═════ THE DATA

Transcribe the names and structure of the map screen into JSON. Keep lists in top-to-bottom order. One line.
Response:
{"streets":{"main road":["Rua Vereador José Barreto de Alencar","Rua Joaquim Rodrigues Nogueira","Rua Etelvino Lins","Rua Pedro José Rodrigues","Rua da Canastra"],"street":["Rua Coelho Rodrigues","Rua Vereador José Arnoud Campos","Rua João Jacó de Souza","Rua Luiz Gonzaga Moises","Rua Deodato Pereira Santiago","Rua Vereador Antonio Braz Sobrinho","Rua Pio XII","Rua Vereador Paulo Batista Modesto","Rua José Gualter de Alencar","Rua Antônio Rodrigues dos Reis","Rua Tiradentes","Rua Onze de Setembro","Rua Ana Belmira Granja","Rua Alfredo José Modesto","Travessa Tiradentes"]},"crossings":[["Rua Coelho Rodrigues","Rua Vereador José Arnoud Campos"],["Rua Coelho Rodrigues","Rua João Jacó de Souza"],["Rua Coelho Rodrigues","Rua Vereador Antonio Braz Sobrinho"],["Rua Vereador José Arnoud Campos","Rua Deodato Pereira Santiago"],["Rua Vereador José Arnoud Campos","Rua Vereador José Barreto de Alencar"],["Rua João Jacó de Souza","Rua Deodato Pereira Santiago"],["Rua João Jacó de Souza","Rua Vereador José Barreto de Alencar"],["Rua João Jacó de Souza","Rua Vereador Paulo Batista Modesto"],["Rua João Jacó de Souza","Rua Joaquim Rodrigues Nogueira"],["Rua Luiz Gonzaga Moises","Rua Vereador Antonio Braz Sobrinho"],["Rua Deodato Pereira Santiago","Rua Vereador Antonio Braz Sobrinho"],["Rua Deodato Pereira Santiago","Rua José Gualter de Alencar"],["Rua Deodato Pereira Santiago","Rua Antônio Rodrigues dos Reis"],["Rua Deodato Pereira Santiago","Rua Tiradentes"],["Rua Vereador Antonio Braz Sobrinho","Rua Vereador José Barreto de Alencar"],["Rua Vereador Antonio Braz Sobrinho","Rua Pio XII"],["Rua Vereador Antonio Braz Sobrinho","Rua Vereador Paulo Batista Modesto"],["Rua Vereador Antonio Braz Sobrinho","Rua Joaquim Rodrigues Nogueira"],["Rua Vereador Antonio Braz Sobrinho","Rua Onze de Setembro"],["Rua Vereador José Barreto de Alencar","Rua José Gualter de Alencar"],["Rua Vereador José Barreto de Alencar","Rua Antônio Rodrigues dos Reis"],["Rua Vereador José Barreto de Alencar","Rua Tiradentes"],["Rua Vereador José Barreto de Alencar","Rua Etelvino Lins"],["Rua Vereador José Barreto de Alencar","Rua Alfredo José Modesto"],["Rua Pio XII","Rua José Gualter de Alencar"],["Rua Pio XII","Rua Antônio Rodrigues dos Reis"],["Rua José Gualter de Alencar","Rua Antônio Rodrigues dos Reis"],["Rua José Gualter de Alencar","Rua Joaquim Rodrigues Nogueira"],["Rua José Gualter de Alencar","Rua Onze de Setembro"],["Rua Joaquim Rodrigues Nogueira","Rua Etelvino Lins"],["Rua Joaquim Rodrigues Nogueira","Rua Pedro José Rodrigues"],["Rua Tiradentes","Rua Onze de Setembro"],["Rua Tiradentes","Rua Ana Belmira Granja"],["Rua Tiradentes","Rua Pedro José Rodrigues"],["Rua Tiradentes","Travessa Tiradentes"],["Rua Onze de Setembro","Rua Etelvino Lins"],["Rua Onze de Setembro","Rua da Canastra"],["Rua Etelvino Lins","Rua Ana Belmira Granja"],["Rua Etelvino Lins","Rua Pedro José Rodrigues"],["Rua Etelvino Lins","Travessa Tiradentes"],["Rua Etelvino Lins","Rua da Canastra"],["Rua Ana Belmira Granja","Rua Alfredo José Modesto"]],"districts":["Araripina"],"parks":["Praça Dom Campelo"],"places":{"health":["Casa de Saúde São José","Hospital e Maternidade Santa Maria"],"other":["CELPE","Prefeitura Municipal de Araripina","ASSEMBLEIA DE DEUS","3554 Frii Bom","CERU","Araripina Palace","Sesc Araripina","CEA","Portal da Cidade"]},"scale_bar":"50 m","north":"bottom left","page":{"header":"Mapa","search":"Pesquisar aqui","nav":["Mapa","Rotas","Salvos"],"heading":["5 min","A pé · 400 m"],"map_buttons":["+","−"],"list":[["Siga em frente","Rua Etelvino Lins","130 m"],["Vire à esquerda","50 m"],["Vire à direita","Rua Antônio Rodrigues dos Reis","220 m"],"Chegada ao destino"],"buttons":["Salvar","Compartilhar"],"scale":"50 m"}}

══════════

INSTRUCTIONS FOR THE TASK: Restate all of the material, keeping every word intact.

RESPONSE:
Transcribe the names and structure of the map screen into JSON. Keep lists in top-to-bottom order. One line.
Response:
{"streets":{"main road":["Rua Vereador José Barreto de Alencar","Rua Joaquim Rodrigues Nogueira","Rua Etelvino Lins","Rua Pedro José Rodrigues","Rua da Canastra"],"street":["Rua Coelho Rodrigues","Rua Vereador José Arnoud Campos","Rua João Jacó de Souza","Rua Luiz Gonzaga Moises","Rua Deodato Pereira Santiago","Rua Vereador Antonio Braz Sobrinho","Rua Pio XII","Rua Vereador Paulo Batista Modesto","Rua José Gualter de Alencar","Rua Antônio Rodrigues dos Reis","Rua Tiradentes","Rua Onze de Setembro","Rua Ana Belmira Granja","Rua Alfredo José Modesto","Travessa Tiradentes"]},"crossings":[["Rua Coelho Rodrigues","Rua Vereador José Arnoud Campos"],["Rua Coelho Rodrigues","Rua João Jacó de Souza"],["Rua Coelho Rodrigues","Rua Vereador Antonio Braz Sobrinho"],["Rua Vereador José Arnoud Campos","Rua Deodato Pereira Santiago"],["Rua Vereador José Arnoud Campos","Rua Vereador José Barreto de Alencar"],["Rua João Jacó de Souza","Rua Deodato Pereira Santiago"],["Rua João Jacó de Souza","Rua Vereador José Barreto de Alencar"],["Rua João Jacó de Souza","Rua Vereador Paulo Batista Modesto"],["Rua João Jacó de Souza","Rua Joaquim Rodrigues Nogueira"],["Rua Luiz Gonzaga Moises","Rua Vereador Antonio Braz Sobrinho"],["Rua Deodato Pereira Santiago","Rua Vereador Antonio Braz Sobrinho"],["Rua Deodato Pereira Santiago","Rua José Gualter de Alencar"],["Rua Deodato Pereira Santiago","Rua Antônio Rodrigues dos Reis"],["Rua Deodato Pereira Santiago","Rua Tiradentes"],["Rua Vereador Antonio Braz Sobrinho","Rua Vereador José Barreto de Alencar"],["Rua Vereador Antonio Braz Sobrinho","Rua Pio XII"],["Rua Vereador Antonio Braz Sobrinho","Rua Vereador Paulo Batista Modesto"],["Rua Vereador Antonio Braz Sobrinho","Rua Joaquim Rodrigues Nogueira"],["Rua Vereador Antonio Braz Sobrinho","Rua Onze de Setembro"],["Rua Vereador José Barreto de Alencar","Rua José Gualter de Alencar"],["Rua Vereador José Barreto de Alencar","Rua Antônio Rodrigues dos Reis"],["Rua Vereador José Barreto de Alencar","Rua Tiradentes"],["Rua Vereador José Barreto de Alencar","Rua Etelvino Lins"],["Rua Vereador José Barreto de Alencar","Rua Alfredo José Modesto"],["Rua Pio XII","Rua José Gualter de Alencar"],["Rua Pio XII","Rua Antônio Rodrigues dos Reis"],["Rua José Gualter de Alencar","Rua Antônio Rodrigues dos Reis"],["Rua José Gualter de Alencar","Rua Joaquim Rodrigues Nogueira"],["Rua José Gualter de Alencar","Rua Onze de Setembro"],["Rua Joaquim Rodrigues Nogueira","Rua Etelvino Lins"],["Rua Joaquim Rodrigues Nogueira","Rua Pedro José Rodrigues"],["Rua Tiradentes","Rua Onze de Setembro"],["Rua Tiradentes","Rua Ana Belmira Granja"],["Rua Tiradentes","Rua Pedro José Rodrigues"],["Rua Tiradentes","Travessa Tiradentes"],["Rua Onze de Setembro","Rua Etelvino Lins"],["Rua Onze de Setembro","Rua da Canastra"],["Rua Etelvino Lins","Rua Ana Belmira Granja"],["Rua Etelvino Lins","Rua Pedro José Rodrigues"],["Rua Etelvino Lins","Travessa Tiradentes"],["Rua Etelvino Lins","Rua da Canastra"],["Rua Ana Belmira Granja","Rua Alfredo José Modesto"]],"districts":["Araripina"],"parks":["Praça Dom Campelo"],"places":{"health":["Casa de Saúde São José","Hospital e Maternidade Santa Maria"],"other":["CELPE","Prefeitura Municipal de Araripina","ASSEMBLEIA DE DEUS","3554 Frii Bom","CERU","Araripina Palace","Sesc Araripina","CEA","Portal da Cidade"]},"scale_bar":"50 m","north":"bottom left","page":{"header":"Mapa","search":"Pesquisar aqui","nav":["Mapa","Rotas","Salvos"],"heading":["5 min","A pé · 400 m"],"map_buttons":["+","−"],"list":[["Siga em frente","Rua Etelvino Lins","130 m"],["Vire à esquerda","50 m"],["Vire à direita","Rua Antônio Rodrigues dos Reis","220 m"],"Chegada ao destino"],"buttons":["Salvar","Compartilhar"],"scale":"50 m"}}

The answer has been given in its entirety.